§ WHAT NEEDS TO BE DONE
Apart from the pictures, every line below is to be set down exactly.

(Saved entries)
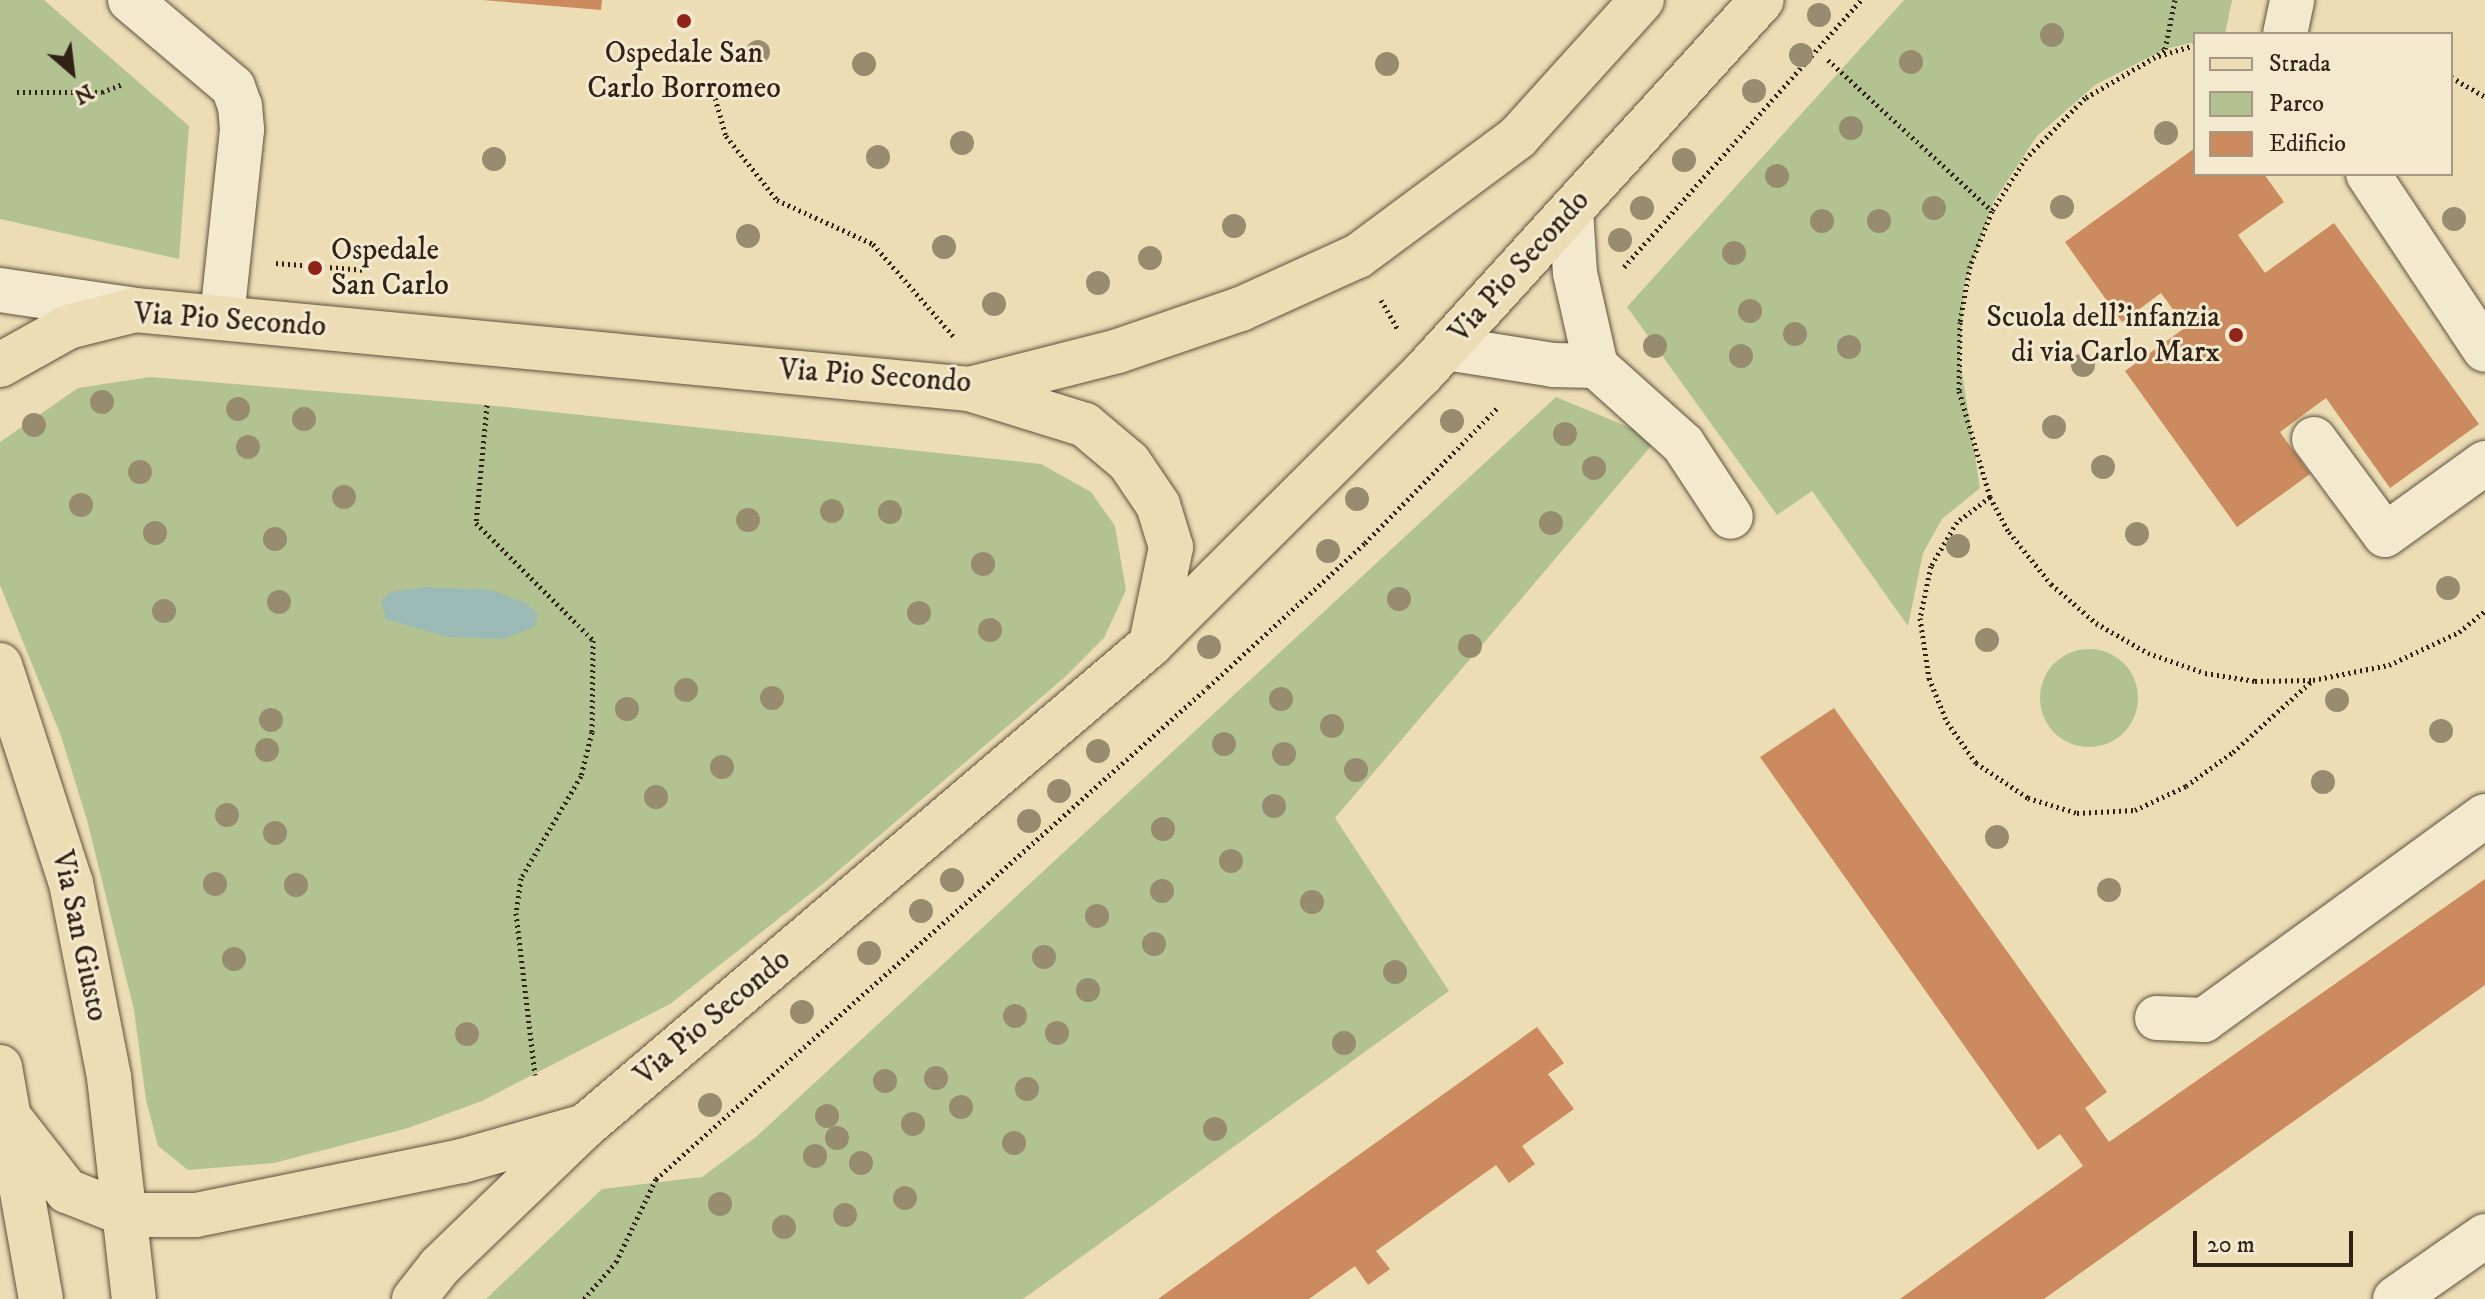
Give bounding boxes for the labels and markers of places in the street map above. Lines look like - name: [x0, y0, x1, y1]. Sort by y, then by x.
- marker: Ospedale San Carlo Borromeo: [673, 10, 695, 32]
- place label: Ospedale San Carlo Borromeo: [587, 36, 781, 106]
- place label: Ospedale San Carlo: [331, 233, 449, 304]
- marker: Ospedale San Carlo: [306, 259, 324, 277]
- place label: Scuola dell'infanzia di via Carlo Marx: [1986, 300, 2220, 370]
- marker: Scuola dell'infanzia di via Carlo Marx: [2227, 326, 2245, 344]

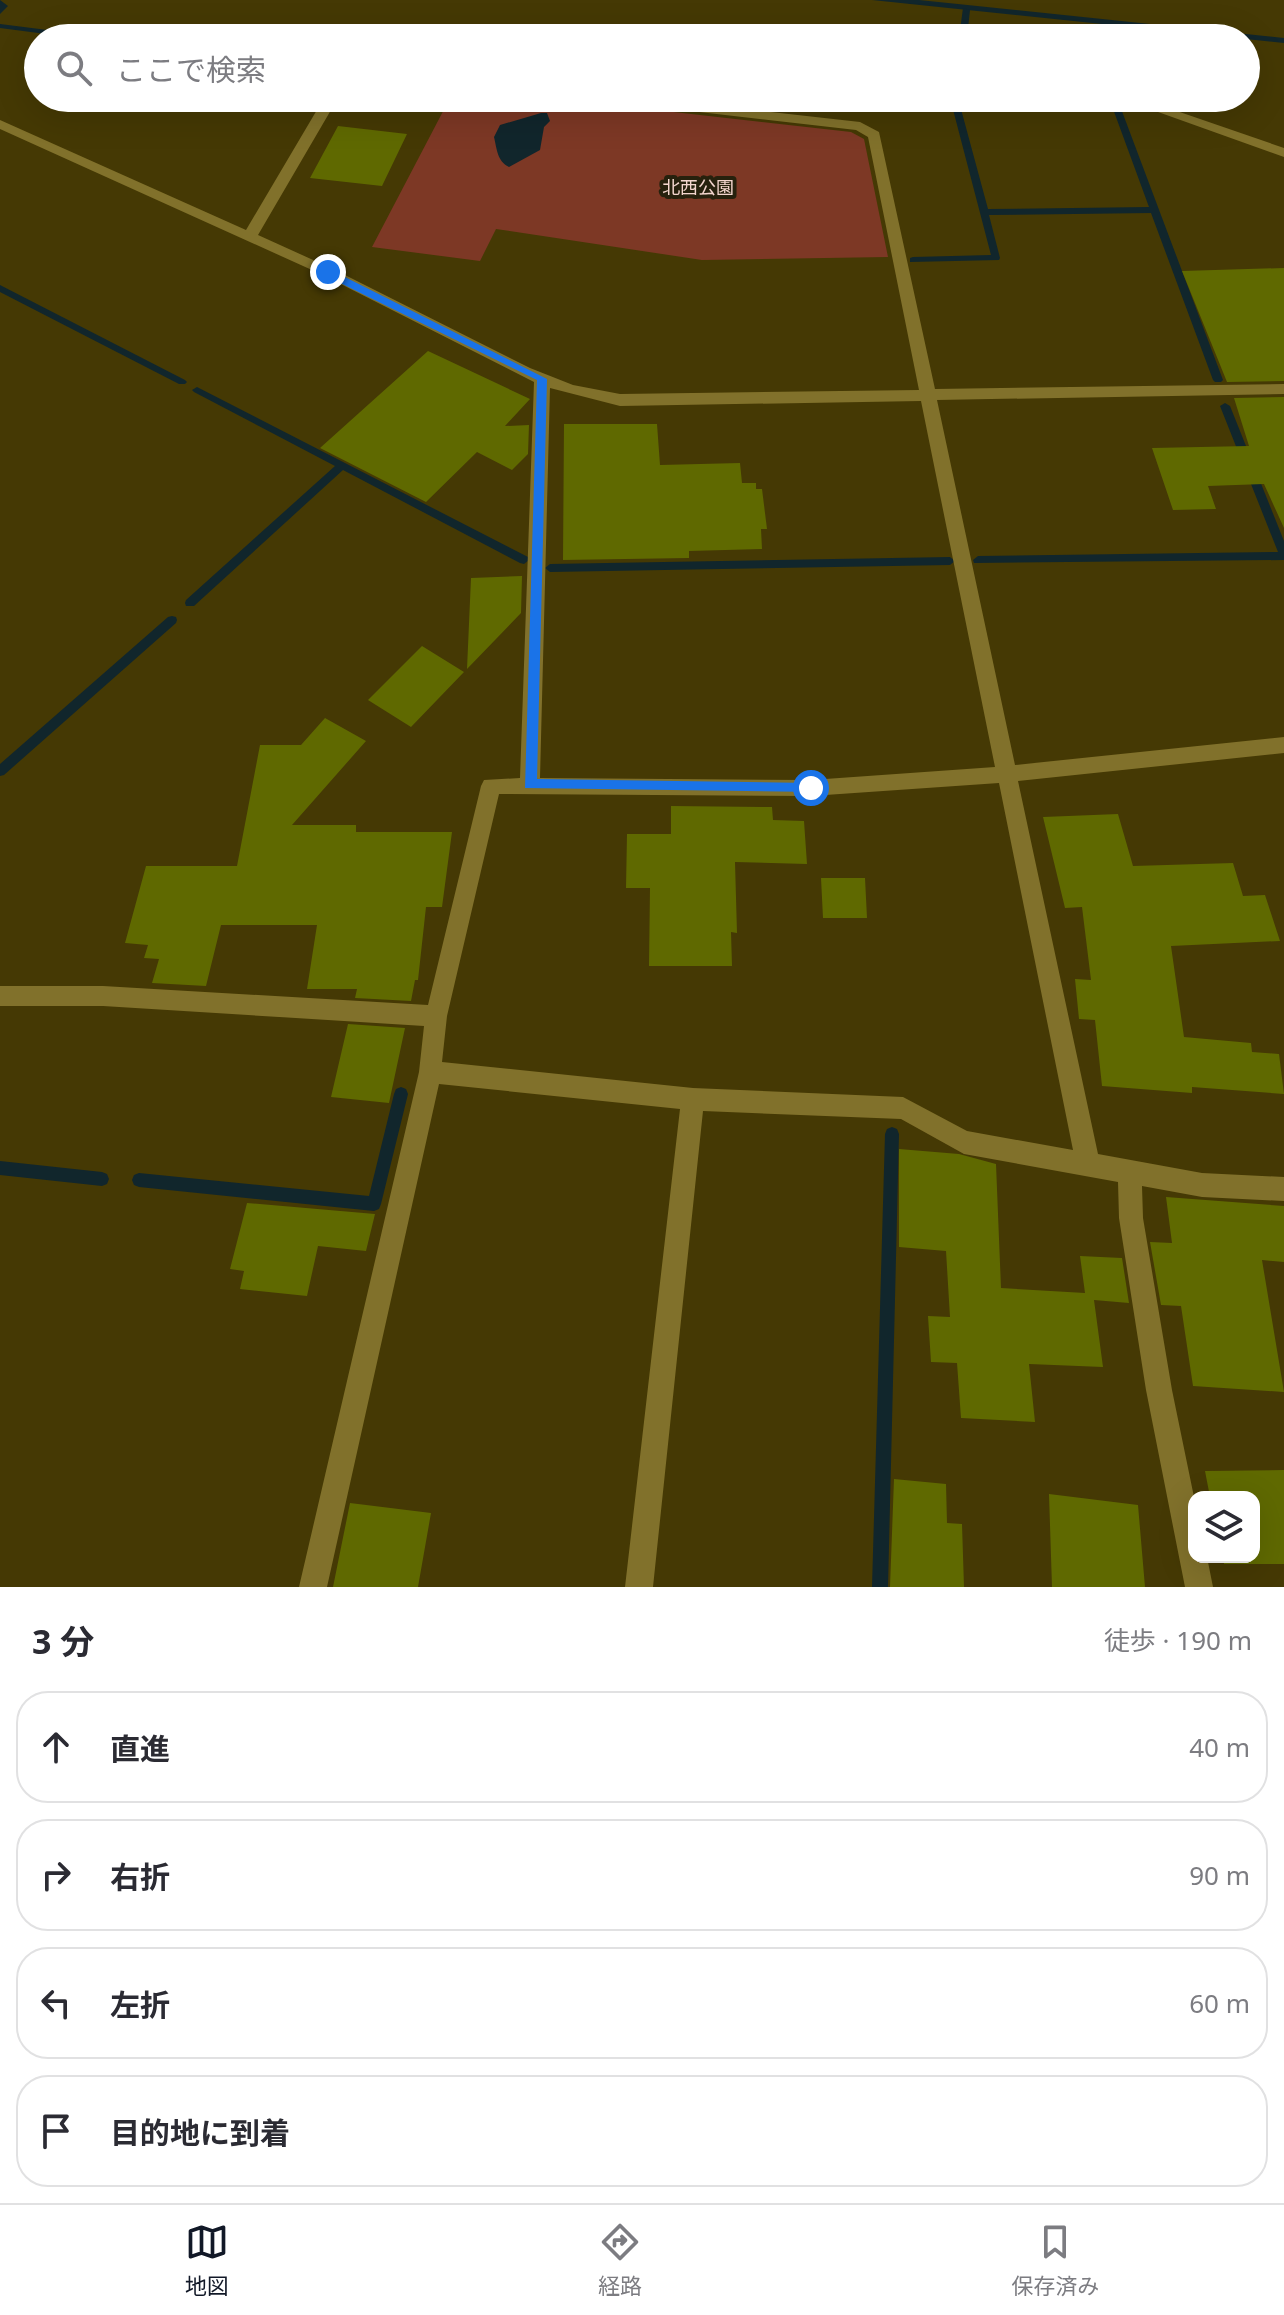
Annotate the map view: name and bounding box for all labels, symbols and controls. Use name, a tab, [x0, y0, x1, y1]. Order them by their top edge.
search box	[24, 24, 1260, 112]
icon: search	[52, 46, 96, 90]
text: ここで検索	[116, 49, 266, 90]
park label: 北西公園	[662, 175, 734, 199]
route end	[310, 254, 346, 290]
route start	[793, 770, 829, 806]
map controls	[1188, 1491, 1260, 1563]
button: layers	[1188, 1491, 1260, 1563]
text: 3 分	[32, 1618, 94, 1664]
text: 徒歩 · 190 m	[1104, 1622, 1252, 1658]
icon: ahead	[34, 1725, 78, 1769]
text: 直進	[110, 1728, 170, 1769]
text: 40 m	[1189, 1729, 1250, 1765]
icon: right	[34, 1853, 78, 1897]
text: 右折	[110, 1856, 170, 1897]
text: 90 m	[1189, 1857, 1250, 1893]
icon: left	[34, 1981, 78, 2025]
text: 左折	[110, 1984, 170, 2025]
text: 60 m	[1189, 1985, 1250, 2021]
icon: arrive	[34, 2109, 78, 2153]
text: 目的地に到着	[110, 2112, 290, 2153]
tab: 地図	[185, 2220, 229, 2300]
tab: 経路	[598, 2220, 642, 2300]
tab: 保存済み	[1011, 2220, 1099, 2300]

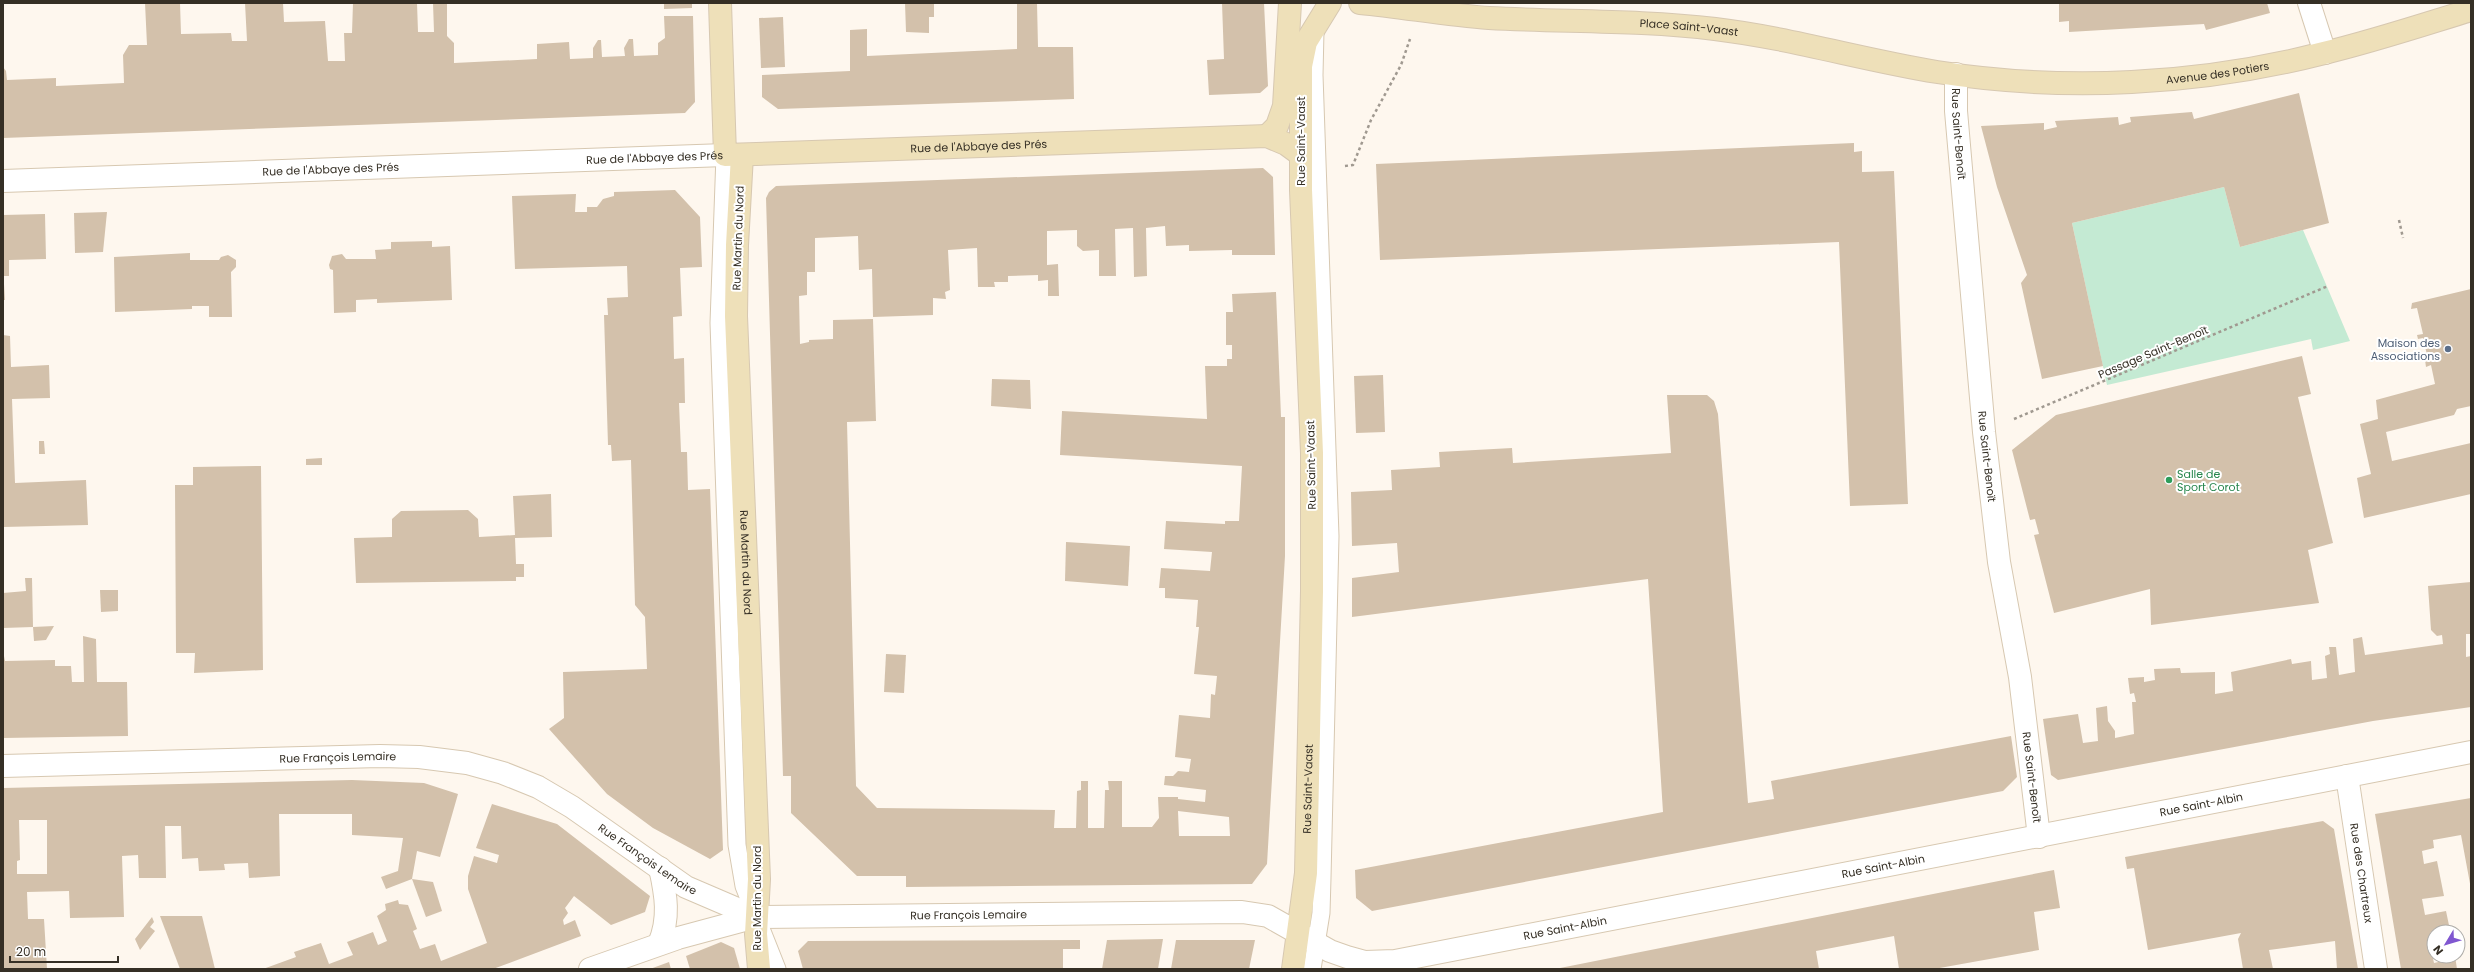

§ ANSWER BELOW
Give bounding boxes for the labels and markers of places in the street map above. Lines look like - name: [x0, y0, x1, y1]. Sort by y, then by x.
- marker: Ospedale San Carlo Borromeo: [673, 10, 695, 32]
- place label: Ospedale San Carlo Borromeo: [587, 36, 781, 106]
- place label: Ospedale San Carlo: [331, 233, 449, 304]
- marker: Ospedale San Carlo: [306, 259, 324, 277]
- place label: Scuola dell'infanzia di via Carlo Marx: [1986, 300, 2220, 370]
- marker: Scuola dell'infanzia di via Carlo Marx: [2227, 326, 2245, 344]

Annotate the map view: name and bounding box for all labels, symbols and controls. Use name, a tab, [x0, y0, x1, y1]. Order them by their top edge.
search box	[24, 24, 1260, 112]
icon: search	[52, 46, 96, 90]
text: ここで検索	[116, 49, 266, 90]
park label: 北西公園	[662, 175, 734, 199]
route end	[310, 254, 346, 290]
route start	[793, 770, 829, 806]
map controls	[1188, 1491, 1260, 1563]
button: layers	[1188, 1491, 1260, 1563]
text: 3 分	[32, 1618, 94, 1664]
text: 徒歩 · 190 m	[1104, 1622, 1252, 1658]
icon: ahead	[34, 1725, 78, 1769]
text: 直進	[110, 1728, 170, 1769]
text: 40 m	[1189, 1729, 1250, 1765]
icon: right	[34, 1853, 78, 1897]
text: 右折	[110, 1856, 170, 1897]
text: 90 m	[1189, 1857, 1250, 1893]
icon: left	[34, 1981, 78, 2025]
text: 左折	[110, 1984, 170, 2025]
text: 60 m	[1189, 1985, 1250, 2021]
icon: arrive	[34, 2109, 78, 2153]
text: 目的地に到着	[110, 2112, 290, 2153]
tab: 地図	[185, 2220, 229, 2300]
tab: 経路	[598, 2220, 642, 2300]
tab: 保存済み	[1011, 2220, 1099, 2300]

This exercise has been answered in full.